**Try it:**
A copy is needed of each line in the records that has the word "Whitehorse".

**Material provided:**

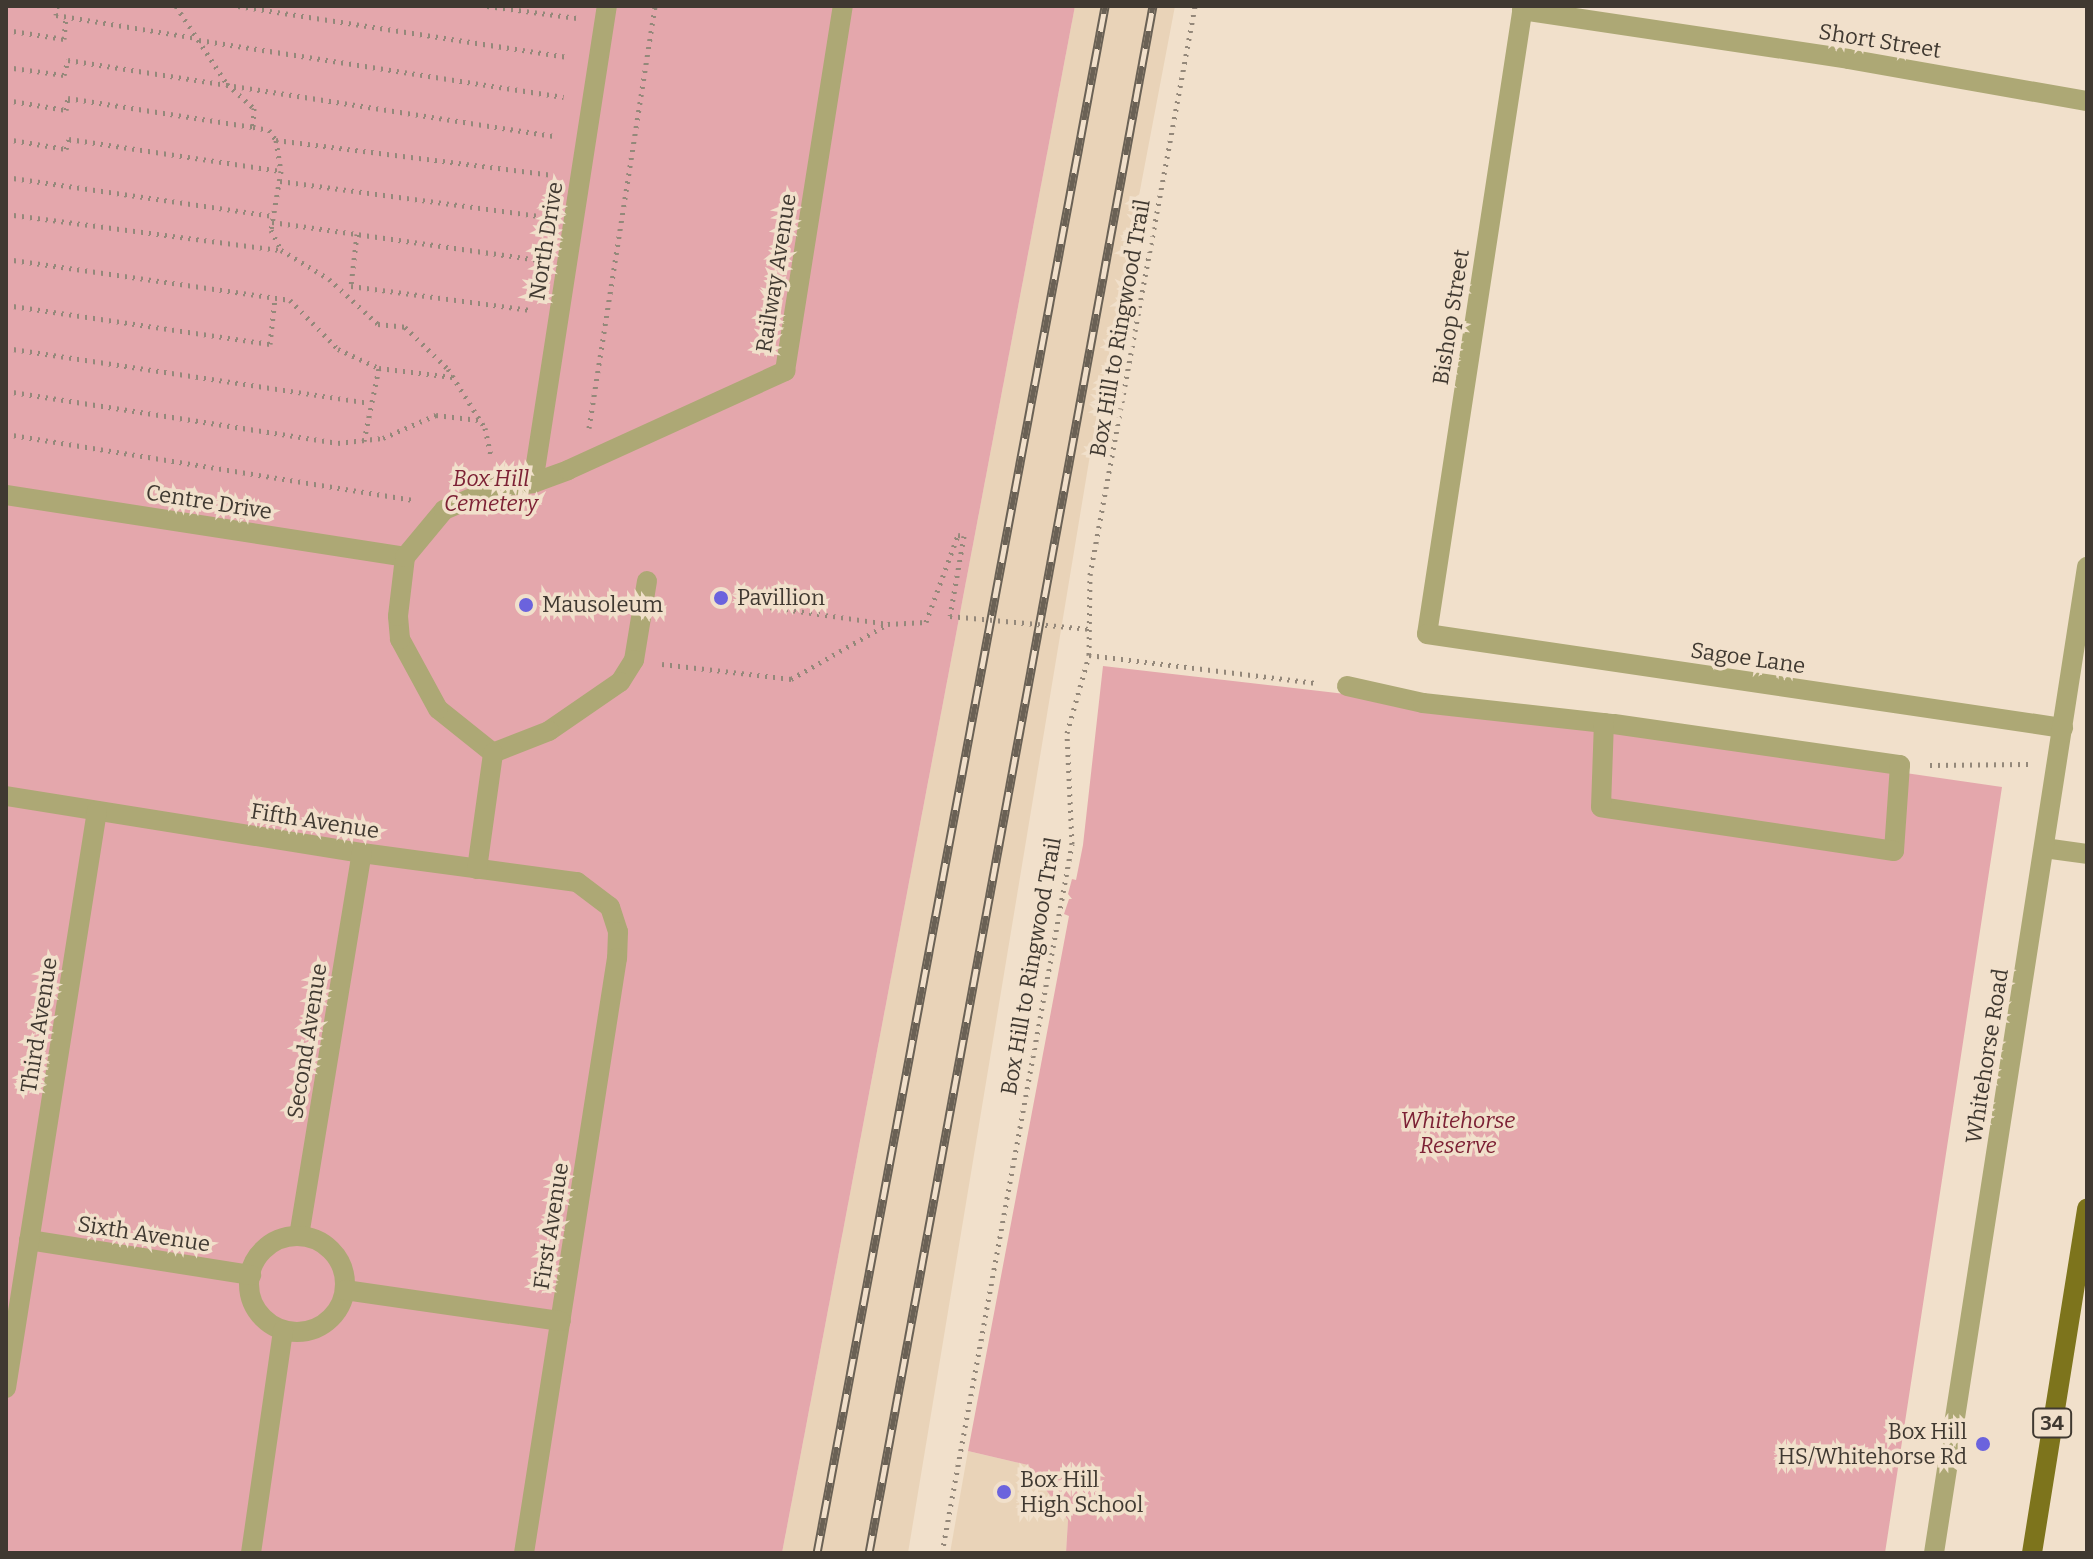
<!DOCTYPE html>
<html>
<head>
<meta charset="utf-8">
<style>
  body { margin:0 }
  #map { position:relative; width:2093px; height:1559px; overflow:hidden; background:#f1e0cb; font-family:Bitter,serif }
  div>[style] { position:absolute }
  .built>* { inset:0; background:#e9d3b8 }
  .green>* { inset:0; background:#e4a7ac }
  .path>* { height:5px; margin-top:-2.5px; transform-origin:0; background:repeating-linear-gradient(90deg,#94887a 0 2px,transparent 0 8px) }
  .lane>* { height:20px; margin:-10px; padding:0 10px; transform-origin:10px; border-radius:10px; background:#ada875 }
  .lane>.ring { margin:-10px; padding:0; box-sizing:content-box; background:none; border:20px solid #ada875; border-radius:50% }
  .street>* { height:20px; margin:-10px; padding:0 10px; transform-origin:10px; border-radius:10px; background:#ada875 }
  .primary>* { height:20px; margin:-10px; padding:0 10px; transform-origin:10px; border-radius:10px; background:#7d741c }
  .rail>* { height:9px; margin-top:-4.5px; transform-origin:0; background:repeating-linear-gradient(90deg,#f1e0cb 0 18px,#6a6155 0 36px); box-sizing:border-box; border-block:2px solid #6a6155 }
  .path-bridge>* { height:5px; margin-top:-2.5px; transform-origin:0; background:repeating-linear-gradient(90deg,#94887a 0 2px,transparent 0 8px) }
  .dots>* { width:22px; height:22px; translate:-50% -50%; box-sizing:border-box; border:4px solid #f1e0cb; border-radius:50% }
  span { translate:-50% -50%; white-space:nowrap; text-align:center; line-height:1.15; -webkit-text-stroke:7px #f1e0cb; paint-order:stroke }
  .shield-label span { padding:2px 6px; background:#f1e0cb; border:2px solid; border-radius:6px; -webkit-text-stroke-width:0 }
  .shield-label { font-size:20px; color:#403931; font-weight:700 }
  .street-label { font-size:22px; color:#403931 }
  .park-label { font-size:22px; color:#7d2135; font-style:italic }
  .poi-label { font-size:22px; color:#403931 }
  .left { translate:0 -50%; text-align:left }
  .right { translate:-100% -50%; text-align:right }
  .frame { position:absolute; inset:0; border:8px solid #403931; pointer-events:none }
</style>
</head>
<body>
<div id="map">
  <div class="built">
    <i style="clip-path:polygon(1075px 6px,1175px 6px,1092px 443px,908px 1553px,782px 1553px)"></i>
    <i style="clip-path:polygon(968px 1451px,1028px 1465px,1068px 1520px,1066px 1553px,950px 1553px)"></i>
  </div>
  <div class="green">
    <i style="clip-path:polygon(6px 6px,1075px 6px,782px 1553px,6px 1553px)"></i>
    <i style="clip-path:polygon(1103px 666px,1423px 703px,2002px 787px,1885px 1553px,1066px 1553px,1068px 1520px,1028px 1465px,968px 1451px,1069px 916px,1064px 914px,1069px 899px,1072px 899px,1068px 894px,1072px 879px,1076px 880px,1083px 845px)"></i>
  </div>
  <div class="path">
    <i style="left:57px;top:6px;width:9px;rotate:96deg"></i>
    <i style="left:56px;top:15px;width:143px;rotate:9.3deg"></i>
    <i style="left:176px;top:6px;width:93px;rotate:56.8deg"></i>
    <i style="left:227px;top:84px;width:36px;rotate:42deg"></i>
    <i style="left:254px;top:108px;width:19px;rotate:93deg"></i>
    <i style="left:253px;top:127px;width:16px;rotate:11deg"></i>
    <i style="left:269px;top:130px;width:12px;rotate:55deg"></i>
    <i style="left:276px;top:140px;width:31px;rotate:81deg"></i>
    <i style="left:281px;top:171px;width:60px;rotate:99.6deg"></i>
    <i style="left:271px;top:230px;width:22px;rotate:63deg"></i>
    <i style="left:281px;top:250px;width:56px;rotate:31.1deg"></i>
    <i style="left:329px;top:279px;width:67px;rotate:42.6deg"></i>
    <i style="left:378px;top:324px;width:27px;rotate:6deg"></i>
    <i style="left:405px;top:327px;width:60px;rotate:44.3deg"></i>
    <i style="left:448px;top:369px;width:70px;rotate:57.9deg"></i>
    <i style="left:485px;top:428px;width:30px;rotate:78deg"></i>
    <i style="left:238px;top:6px;width:335px;rotate:8.8deg"></i>
    <i style="left:487px;top:6px;width:91px;rotate:7.6deg"></i>
    <i style="left:6px;top:30px;width:59px;rotate:8.8deg"></i>
    <i style="left:64px;top:39px;width:22px;rotate:-85deg"></i>
    <i style="left:199px;top:40px;width:369px;rotate:8.9deg"></i>
    <i style="left:6px;top:67px;width:59px;rotate:7.9deg"></i>
    <i style="left:64px;top:75px;width:16px;rotate:-75deg"></i>
    <i style="left:68px;top:60px;width:495px;rotate:8.9deg"></i>
    <i style="left:6px;top:100px;width:61px;rotate:9.5deg"></i>
    <i style="left:66px;top:110px;width:12px;rotate:-81deg"></i>
    <i style="left:68px;top:98px;width:187px;rotate:8.9deg"></i>
    <i style="left:6px;top:139px;width:61px;rotate:9.5deg"></i>
    <i style="left:66px;top:149px;width:10px;rotate:-73deg"></i>
    <i style="left:69px;top:139px;width:214px;rotate:8.6deg"></i>
    <i style="left:276px;top:140px;width:279px;rotate:7.2deg"></i>
    <i style="left:6px;top:177px;width:270px;rotate:8.3deg"></i>
    <i style="left:280px;top:181px;width:267px;rotate:7.7deg"></i>
    <i style="left:6px;top:214px;width:276px;rotate:7.5deg"></i>
    <i style="left:272px;top:222px;width:271px;rotate:8.1deg"></i>
    <i style="left:357px;top:234px;width:52px;rotate:96.6deg"></i>
    <i style="left:351px;top:286px;width:181px;rotate:7.6deg"></i>
    <i style="left:6px;top:259px;width:287px;rotate:8.2deg"></i>
    <i style="left:290px;top:300px;width:69px;rotate:45.6deg"></i>
    <i style="left:338px;top:349px;width:45px;rotate:24.9deg"></i>
    <i style="left:379px;top:368px;width:74px;rotate:7deg"></i>
    <i style="left:6px;top:305px;width:267px;rotate:8.4deg"></i>
    <i style="left:270px;top:344px;width:46px;rotate:-83.8deg"></i>
    <i style="left:6px;top:348px;width:367px;rotate:8.6deg"></i>
    <i style="left:6px;top:391px;width:336px;rotate:8.9deg"></i>
    <i style="left:338px;top:443px;width:45px;rotate:-6.3deg"></i>
    <i style="left:383px;top:438px;width:58px;rotate:-23.5deg"></i>
    <i style="left:436px;top:415px;width:43px;rotate:6.6deg"></i>
    <i style="left:589px;top:428px;width:427px;rotate:-81.1deg"></i>
    <i style="left:6px;top:434px;width:411px;rotate:9.2deg"></i>
    <i style="left:364px;top:441px;width:75px;rotate:-78.4deg"></i>
    <i style="left:762px;top:606px;width:127px;rotate:8.1deg"></i>
    <i style="left:888px;top:624px;width:38px;rotate:-3deg"></i>
    <i style="left:926px;top:622px;width:93px;rotate:-69.8deg"></i>
    <i style="left:958px;top:535px;width:6px;rotate:9deg"></i>
    <i style="left:964px;top:536px;width:81px;rotate:99.9deg"></i>
    <i style="left:1089px;top:655px;width:231px;rotate:7deg"></i>
    <i style="left:662px;top:664px;width:130px;rotate:6.6deg"></i>
    <i style="left:791px;top:679px;width:112px;rotate:-29.6deg"></i>
    <i style="left:1930px;top:765px;width:98px;rotate:-0.6deg"></i>
    <i style="left:942px;top:1553px;width:721px;rotate:-79.61deg"></i>
    <i style="left:1072px;top:844px;width:111px;rotate:-92.6deg"></i>
    <i style="left:1067px;top:733px;width:81px;rotate:-74.2deg"></i>
    <i style="left:1089px;top:655px;width:80px;rotate:-89.3deg"></i>
    <i style="left:1090px;top:575px;width:579px;rotate:-79.54deg"></i>
  </div>
  <div class="lane">
    <i style="left:533px;top:483px;width:483px;rotate:-81.2deg"></i>
    <i style="left:6px;top:495px;width:404px;rotate:8.8deg"></i>
    <i style="left:647px;top:581px;width:80px;rotate:99.3deg"></i>
    <i style="left:634px;top:660px;width:26px;rotate:122deg"></i>
    <i style="left:620px;top:682px;width:86px;rotate:145.4deg"></i>
    <i style="left:549px;top:731px;width:60px;rotate:158.6deg"></i>
    <i style="left:493px;top:753px;width:70px;rotate:-141.3deg"></i>
    <i style="left:438px;top:709px;width:80px;rotate:-118.5deg"></i>
    <i style="left:400px;top:639px;width:23px;rotate:-95deg"></i>
    <i style="left:398px;top:616px;width:59px;rotate:-83.2deg"></i>
    <i style="left:405px;top:557px;width:61px;rotate:-50.3deg"></i>
    <i style="left:444px;top:510px;width:58px;rotate:-23.5deg"></i>
    <i style="left:497px;top:487px;width:36px;rotate:-6deg"></i>
    <i style="left:533px;top:483px;width:37px;rotate:-20deg"></i>
    <i style="left:568px;top:470px;width:239px;rotate:-24.5deg"></i>
    <i style="left:785px;top:371px;width:370px;rotate:-81deg"></i>
    <i style="left:1347px;top:686px;width:78px;rotate:12.6deg"></i>
    <i style="left:1423px;top:703px;width:192px;rotate:6.3deg"></i>
    <i style="left:1614px;top:724px;width:289px;rotate:8.2deg"></i>
    <i style="left:1900px;top:765px;width:86px;rotate:94deg"></i>
    <i style="left:1894px;top:851px;width:296px;rotate:-171.5deg"></i>
    <i style="left:1601px;top:807px;width:84px;rotate:-88deg"></i>
    <i style="left:6px;top:796px;width:361px;rotate:9.1deg"></i>
    <i style="left:362px;top:853px;width:217px;rotate:7.7deg"></i>
    <i style="left:577px;top:882px;width:41px;rotate:37.1deg"></i>
    <i style="left:610px;top:907px;width:26px;rotate:72deg"></i>
    <i style="left:618px;top:932px;width:26px;rotate:92deg"></i>
    <i style="left:617px;top:958px;width:602px;rotate:98.88deg"></i>
    <i style="left:2044px;top:848px;width:43px;rotate:7.9deg"></i>
    <i style="left:477px;top:869px;width:117px;rotate:-82.1deg"></i>
    <i style="left:299px;top:1236px;width:388px;rotate:-80.7deg"></i>
    <i class="ring" style="left:249px;top:1236px;width:76px;height:76px"></i>
    <i style="left:29px;top:1240px;width:225px;rotate:9deg"></i>
    <i style="left:345px;top:1290px;width:218px;rotate:8.2deg"></i>
    <i style="left:6px;top:1388px;width:584px;rotate:-81.04deg"></i>
    <i style="left:251px;top:1553px;width:225px;rotate:-81.8deg"></i>
  </div>
  <div class="street">
    <i style="left:1523px;top:6px;width:635px;rotate:98.69deg"></i>
    <i style="left:1427px;top:634px;width:643px;rotate:8.41deg"></i>
    <i style="left:1522px;top:10px;width:330px;rotate:8.5deg"></i>
    <i style="left:1848px;top:59px;width:243px;rotate:10deg"></i>
    <i style="left:1934px;top:1553px;width:998px;rotate:-81.18deg"></i>
  </div>
  <div class="primary">
    <i style="left:2032px;top:1553px;width:349px;rotate:-80.9deg"></i>
  </div>
  <div class="rail">
    <i style="left:817px;top:1553px;width:1574px;rotate:-79.45deg"></i>
    <i style="left:869px;top:1553px;width:1573px;rotate:-79.6deg"></i>
  </div>
  <div class="path-bridge">
    <i style="left:950px;top:616px;width:142px;rotate:5.3deg"></i>
  </div>
  <div class="dots">
    <i style="left:721px;top:598px;background:#6b63dd"></i>
    <i style="left:526px;top:605px;background:#6b63dd"></i>
    <i style="left:1983px;top:1444px;background:#6b63dd"></i>
    <i style="left:1004px;top:1492px;background:#6b63dd"></i>
  </div>
  <div class="shield-label">
    <span style="left:2052px;top:1423px">34</span>
  </div>
  <div class="street-label">
    <span style="left:1880px;top:41px;rotate:9deg">Short Street</span>
    <span style="left:546px;top:241px;rotate:-81deg">North Drive</span>
    <span style="left:776px;top:273px;rotate:-81deg">Railway Avenue</span>
    <span style="left:1451px;top:317px;rotate:-81deg">Bishop Street</span>
    <span style="left:1120px;top:328px;rotate:-80deg">Box Hill to Ringwood Trail</span>
    <span style="left:209px;top:502px;rotate:9deg">Centre Drive</span>
    <span style="left:1748px;top:658px;rotate:8deg">Sagoe Lane</span>
    <span style="left:315px;top:821px;rotate:9deg">Fifth Avenue</span>
    <span style="left:1031px;top:966px;rotate:-80deg">Box Hill to Ringwood Trail</span>
    <span style="left:39px;top:1025px;rotate:-81deg">Third Avenue</span>
    <span style="left:307px;top:1041px;rotate:-81deg">Second Avenue</span>
    <span style="left:1987px;top:1056px;rotate:-81deg">Whitehorse Road</span>
    <span style="left:551px;top:1226px;rotate:-81deg">First Avenue</span>
    <span style="left:144px;top:1234px;rotate:9deg">Sixth Avenue</span>
  </div>
  <div class="park-label">
    <span style="left:491px;top:491px">Box Hill<br>Cemetery</span>
    <span style="left:1458px;top:1133px">Whitehorse<br>Reserve</span>
  </div>
  <div class="poi-label">
    <span class="left" style="left:737px;top:598px">Pavillion</span>
    <span class="left" style="left:542px;top:605px">Mausoleum</span>
    <span class="right" style="left:1967px;top:1444px">Box Hill<br>HS/Whitehorse Rd</span>
    <span class="left" style="left:1020px;top:1492px">Box Hill<br>High School</span>
  </div>
  <div class="frame"></div>
</div>
</body>
</html>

**Task output:**
    <span style="left:1987px;top:1056px;rotate:-81deg">Whitehorse Road</span>
    <span style="left:1458px;top:1133px">Whitehorse<br>Reserve</span>
    <span class="right" style="left:1967px;top:1444px">Box Hill<br>HS/Whitehorse Rd</span>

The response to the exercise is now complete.